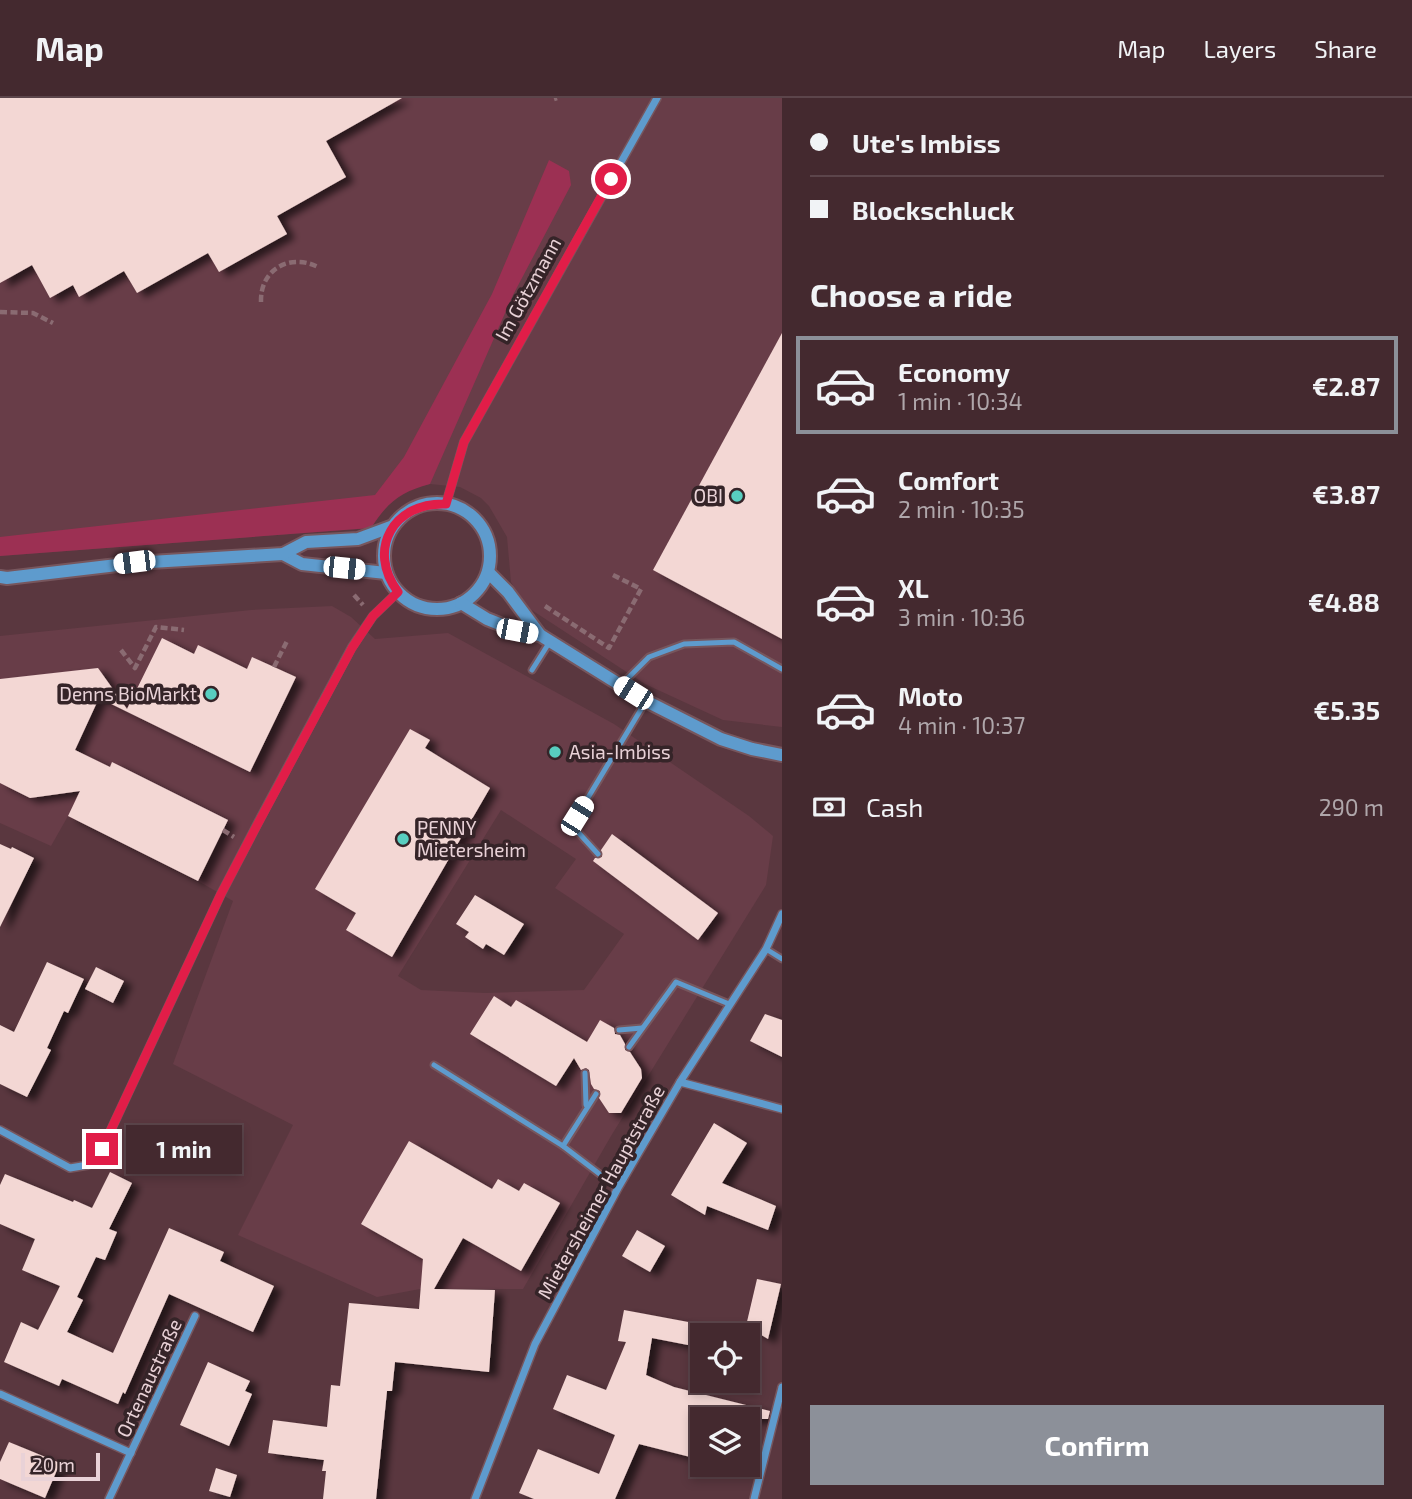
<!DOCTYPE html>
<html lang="en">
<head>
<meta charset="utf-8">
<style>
	:root { --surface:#44292f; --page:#4b3137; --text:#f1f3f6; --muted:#afa6aa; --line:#5c454b; --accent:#8c9099 }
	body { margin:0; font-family:"Exo 2",sans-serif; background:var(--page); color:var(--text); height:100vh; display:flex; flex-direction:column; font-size:26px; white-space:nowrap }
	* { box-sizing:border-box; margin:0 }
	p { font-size:23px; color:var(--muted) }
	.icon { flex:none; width:38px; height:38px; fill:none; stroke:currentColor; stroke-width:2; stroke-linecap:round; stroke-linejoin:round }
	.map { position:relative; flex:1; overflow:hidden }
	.side { display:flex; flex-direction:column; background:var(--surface); width:630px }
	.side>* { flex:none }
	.guide { display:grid; align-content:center; height:154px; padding:0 28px; background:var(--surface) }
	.buttons { position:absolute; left:690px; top:1225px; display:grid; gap:14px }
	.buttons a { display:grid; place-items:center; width:70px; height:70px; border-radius:0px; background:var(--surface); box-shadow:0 4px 10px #0003,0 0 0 2px var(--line); font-size:35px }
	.scale { position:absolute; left:21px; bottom:18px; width:79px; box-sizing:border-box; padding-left:7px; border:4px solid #e9d2d7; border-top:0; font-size:19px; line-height:24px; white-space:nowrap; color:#e9d2d7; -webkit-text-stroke:5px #352428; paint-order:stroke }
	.end { position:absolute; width:32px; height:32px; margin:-16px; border:9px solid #e11d48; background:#fff; box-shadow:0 0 0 4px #fff }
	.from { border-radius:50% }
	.bubble { position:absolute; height:49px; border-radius:0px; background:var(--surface); box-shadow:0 4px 10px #0003,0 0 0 2px var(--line); font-size:23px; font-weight:700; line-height:49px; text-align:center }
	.car { position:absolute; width:21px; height:42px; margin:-21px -10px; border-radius:9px; box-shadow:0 0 5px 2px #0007; background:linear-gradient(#fff 24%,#345 0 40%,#fff 0 76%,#345 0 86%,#fff 0) }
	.guide b { display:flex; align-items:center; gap:24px; height:66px; font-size:26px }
	.guide b+b { border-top:2px solid var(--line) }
	.guide i { width:18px; height:18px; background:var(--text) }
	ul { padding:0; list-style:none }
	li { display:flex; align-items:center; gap:21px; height:98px; margin:0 14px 10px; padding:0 14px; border:4px solid transparent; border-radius:0px }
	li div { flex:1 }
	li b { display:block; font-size:26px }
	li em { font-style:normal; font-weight:700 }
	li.active { border-color:var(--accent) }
	li>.icon { width:63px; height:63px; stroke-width:1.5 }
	h2 { padding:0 28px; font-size:32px; line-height:84px }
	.pay { display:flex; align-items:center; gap:18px; height:77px; padding:0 28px; font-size:26px }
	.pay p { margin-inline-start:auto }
	.action { display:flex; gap:14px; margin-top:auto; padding:14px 28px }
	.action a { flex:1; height:80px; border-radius:0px; background:var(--accent); color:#fff; font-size:28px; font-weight:700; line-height:80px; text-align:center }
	header { display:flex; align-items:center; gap:42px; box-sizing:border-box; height:98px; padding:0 35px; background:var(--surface); border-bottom:2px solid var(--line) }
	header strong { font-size:33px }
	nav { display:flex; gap:38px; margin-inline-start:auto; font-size:24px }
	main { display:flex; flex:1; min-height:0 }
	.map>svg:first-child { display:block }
</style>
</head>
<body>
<header>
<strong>Map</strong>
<nav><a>Map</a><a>Layers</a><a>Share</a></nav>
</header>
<main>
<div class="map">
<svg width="782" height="1401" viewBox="0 0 782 1401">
	<defs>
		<filter id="shadow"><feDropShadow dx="8" dy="4.5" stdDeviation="3.5" flood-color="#0009"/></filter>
	</defs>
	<rect width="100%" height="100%" fill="#5a373f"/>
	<g fill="#683d48" fill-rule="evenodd">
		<polygon points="0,0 782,0 782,629 723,622 645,586 527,509 511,484 507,439 489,408 481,400 460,389 430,386 409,391 385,408 371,430 0,458"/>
		<path d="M332 508 351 519 375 541 448 535 614 626 749 718 773 738 766 787 611 1038 523 1191H420L377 1199 238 1137 293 1027 173 966 233 803 198 783 68 718 51 748 0 725V538L251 512ZM501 712 576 761 555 790 624 836 584 892 485 895 421 892 398 878Z"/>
	</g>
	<path fill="#9c3053" d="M549 62 569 73 571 87 513 197 430 386C400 394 388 404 371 430L0 458V439L375 397 404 359 492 196Z"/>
	<g fill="#f3d7d4" filter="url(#shadow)">
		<polygon points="0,0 402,0 326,43 346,79 277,118 287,136 219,174 208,155 137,195 124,173 79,199 73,187 50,200 32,167 0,185"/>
		<polygon points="782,235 782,541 653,472"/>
		<polygon points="162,540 194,556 198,547 247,571 252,559 296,579 250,674 99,600 75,652 110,669 112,664 228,722 198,783 68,718 80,693 30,700 0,685 0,581 98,570 127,611"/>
		<polygon points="410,631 430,642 425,650 490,690 392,859 346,832 356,815 315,791"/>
		<polygon points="612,736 718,815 698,842 593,763 595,760 602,759 601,752"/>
		<polygon points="0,746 11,751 12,749 34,760 0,829"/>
		<polygon points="475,797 524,826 504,857 486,846 483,851 465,839 469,834 456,826"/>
		<polygon points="47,864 84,881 68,915 64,913 47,950 51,952 27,999 0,986 0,927 14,934"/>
		<polygon points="96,869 124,883 113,905 85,891"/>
		<polygon points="494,898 511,909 516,902 587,944 600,922 614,930 615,936 620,937 625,946 625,952 630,954 641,971 642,980 621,1015 609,1015 599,1000 600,993 594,991 591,986 589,972 586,970 581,972 574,960 556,988 470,936"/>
		<polygon points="765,916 782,922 782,959 750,943"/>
		<polygon points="714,1025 747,1045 722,1085 776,1108 768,1132 707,1108 705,1117 671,1097"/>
		<polygon points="409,1043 492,1091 498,1081 519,1093 524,1085 560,1105 521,1173 463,1140 434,1191 495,1192 489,1274 395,1264 392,1293 387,1293 376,1401 323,1401 326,1373 322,1373 324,1362 268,1355 273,1322 327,1329 331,1287 340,1288 349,1205 419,1211 423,1161 361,1126"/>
		<polygon points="110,1074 132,1085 109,1131 117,1134 105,1162 96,1159 77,1199 83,1202 67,1234 113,1255 169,1130 224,1154 220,1163 274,1188 253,1234 169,1196 125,1296 123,1294 118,1306 62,1281 59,1288 4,1264 21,1224 38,1232 60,1188 22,1172 35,1141 0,1126 0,1087 5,1076 73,1104 74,1102 92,1110"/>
		<polygon points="637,1132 665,1148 650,1174 622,1158"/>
		<polygon points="757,1181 781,1186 768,1241 746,1228"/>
		<polygon points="624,1212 699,1226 693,1248 652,1240 646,1277 674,1289 770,1313 768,1321 702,1321 702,1362 639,1346 615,1401 534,1401 519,1395 538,1351 599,1376 615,1337 553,1311 567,1277 606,1292 626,1244 618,1243"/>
		<polygon points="208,1264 250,1283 245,1293 252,1296 229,1348 180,1327"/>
		<polygon points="9,1344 60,1365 45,1400 0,1381 0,1364"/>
		<polygon points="216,1370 237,1377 230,1399 209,1393"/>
	</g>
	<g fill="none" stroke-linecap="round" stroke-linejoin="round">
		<g stroke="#77565d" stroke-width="9">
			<g id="service">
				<polyline points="532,572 549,545"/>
				<polyline points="621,587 649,559 684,546 734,544 782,571"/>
				<polyline points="598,756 577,733 577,718 646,603"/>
				<polyline points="766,851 782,861"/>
				<polyline points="619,932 642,930"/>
				<polyline points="629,949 676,884 729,906"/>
				<polyline points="434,967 563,1048 618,1090"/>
				<polyline points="585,975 586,1007"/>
				<polyline points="563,1048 596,996"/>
			</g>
		</g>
		<g stroke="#77565d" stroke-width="10">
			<g id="minor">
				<polyline points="446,406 464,344 657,0"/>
				<polyline points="680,984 782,1011"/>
				<polyline points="0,1032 70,1070 88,1067 102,1051 221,796 261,719 352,549 373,518 398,494"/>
				<polyline points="0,1296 131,1355"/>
				<polyline points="109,1401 195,1218"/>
				<polyline points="475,1401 535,1246 618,1090 680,984 766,851 782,816"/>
				<polyline points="754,1401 782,1289"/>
			</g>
		</g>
		<g stroke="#77565d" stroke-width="16">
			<g id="tertiary">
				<circle cx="437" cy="458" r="53"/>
				<polyline points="283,456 302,466 386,475"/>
				<polyline points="488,474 508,494 540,537"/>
				<polyline points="0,479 7,480 134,465 283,456 306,444 358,441 393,428"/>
				<polyline points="461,505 487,521 517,533 540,537 646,603 721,641 752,651 782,657"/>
			</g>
		</g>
		<g stroke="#8a6b72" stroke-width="4.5" stroke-dasharray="7 3.5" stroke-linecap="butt">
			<polyline points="554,1 557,0"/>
			<path d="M261 204C260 171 290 155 318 169"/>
			<polyline points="0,214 33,215 53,225"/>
			<polyline points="354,497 363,507"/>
			<polyline points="545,508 609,550 641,491 611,476"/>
			<polyline points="121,552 135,570 156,529 184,532"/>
			<polyline points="274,569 288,541"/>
			<polyline points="223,732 234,739"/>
		</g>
		<use href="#service" stroke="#5e9bcd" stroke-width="5"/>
		<use href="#minor" stroke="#5e9bcd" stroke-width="7"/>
		<use href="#tertiary" stroke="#5e9bcd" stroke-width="12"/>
	</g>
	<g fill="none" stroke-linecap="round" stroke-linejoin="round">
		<path stroke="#e11d48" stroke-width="9" d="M102 1051 221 796 254 733 352 550 373 518 398 494C366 451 394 404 446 406L464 344 611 81"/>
	</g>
	<g fill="#58cec0" stroke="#352428" stroke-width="2.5">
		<circle cx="737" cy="398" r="7"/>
		<circle cx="211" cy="596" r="7"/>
		<circle cx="555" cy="654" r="7"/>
		<circle cx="403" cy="741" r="7"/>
	</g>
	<g text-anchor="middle" stroke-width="7" stroke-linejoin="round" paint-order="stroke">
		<g font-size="19" fill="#e9d2d7" stroke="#352428">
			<text transform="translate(528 191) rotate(-61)" y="7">Im Götzmann</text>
			<text transform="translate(601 1094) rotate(-61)" y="7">Mietersheimer Hauptstraße</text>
			<text transform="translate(149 1280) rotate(-65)" y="7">Ortenaustraße</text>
		</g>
		<g font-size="19" fill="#e9d2d7" stroke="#352428" text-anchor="end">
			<text x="723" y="405">OBI</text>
			<text x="197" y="603">Denns BioMarkt</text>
			<text x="569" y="661" text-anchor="start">Asia-Imbiss</text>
			<text x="417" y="737" text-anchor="start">PENNY<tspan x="417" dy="22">Mietersheim</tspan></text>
		</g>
	</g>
</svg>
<div class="buttons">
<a><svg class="icon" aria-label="locate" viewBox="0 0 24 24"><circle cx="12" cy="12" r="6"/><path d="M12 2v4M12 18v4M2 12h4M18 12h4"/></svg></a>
<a><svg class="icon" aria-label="layers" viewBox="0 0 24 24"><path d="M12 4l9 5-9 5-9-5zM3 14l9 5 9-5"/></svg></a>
</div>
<div class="scale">20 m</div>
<i class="end from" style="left:611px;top:81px"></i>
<i class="end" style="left:102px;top:1051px"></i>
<div class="bubble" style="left:126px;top:1027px;width:116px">1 min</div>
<i class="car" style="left:134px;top:464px;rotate:263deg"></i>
<i class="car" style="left:344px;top:470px;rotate:96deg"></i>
<i class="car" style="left:517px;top:533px;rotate:101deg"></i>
<i class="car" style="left:633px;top:595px;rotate:302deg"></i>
<i class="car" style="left:577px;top:718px;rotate:32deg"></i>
</div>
<section class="side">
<div class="guide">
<b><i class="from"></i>Ute's Imbiss</b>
<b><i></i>Blockschluck</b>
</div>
<h2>Choose a ride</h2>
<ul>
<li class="active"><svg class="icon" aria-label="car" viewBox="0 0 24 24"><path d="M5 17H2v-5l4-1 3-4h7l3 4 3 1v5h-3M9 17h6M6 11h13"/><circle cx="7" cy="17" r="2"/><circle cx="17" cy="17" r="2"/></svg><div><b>Economy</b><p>1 min · 10:34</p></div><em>€2.87</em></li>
<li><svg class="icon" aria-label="car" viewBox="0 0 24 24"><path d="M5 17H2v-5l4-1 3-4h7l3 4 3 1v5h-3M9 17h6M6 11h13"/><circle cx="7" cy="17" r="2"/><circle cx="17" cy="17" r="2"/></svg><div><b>Comfort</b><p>2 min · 10:35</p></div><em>€3.87</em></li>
<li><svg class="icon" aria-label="car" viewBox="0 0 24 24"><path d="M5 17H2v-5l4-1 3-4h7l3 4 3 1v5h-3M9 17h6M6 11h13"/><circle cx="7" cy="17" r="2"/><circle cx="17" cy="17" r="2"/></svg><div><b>XL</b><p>3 min · 10:36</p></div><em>€4.88</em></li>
<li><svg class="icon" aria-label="car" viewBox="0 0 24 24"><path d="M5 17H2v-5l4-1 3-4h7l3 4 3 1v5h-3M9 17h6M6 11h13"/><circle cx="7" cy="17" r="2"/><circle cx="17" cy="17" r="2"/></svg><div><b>Moto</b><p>4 min · 10:37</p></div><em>€5.35</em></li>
</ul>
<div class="pay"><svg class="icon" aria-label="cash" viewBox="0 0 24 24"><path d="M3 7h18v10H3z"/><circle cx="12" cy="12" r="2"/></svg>Cash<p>290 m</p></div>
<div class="action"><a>Confirm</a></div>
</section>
</main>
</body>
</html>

* EXERCISE DESCRIPTION *
From the entries above, copy every line where the word "direction" shows up.

* OUTPUT OF THE TASK *
	body { margin:0; font-family:"Exo 2",sans-serif; background:var(--page); color:var(--text); height:100vh; display:flex; flex-direction:column; font-size:26px; white-space:nowrap }
	.side { display:flex; flex-direction:column; background:var(--surface); width:630px }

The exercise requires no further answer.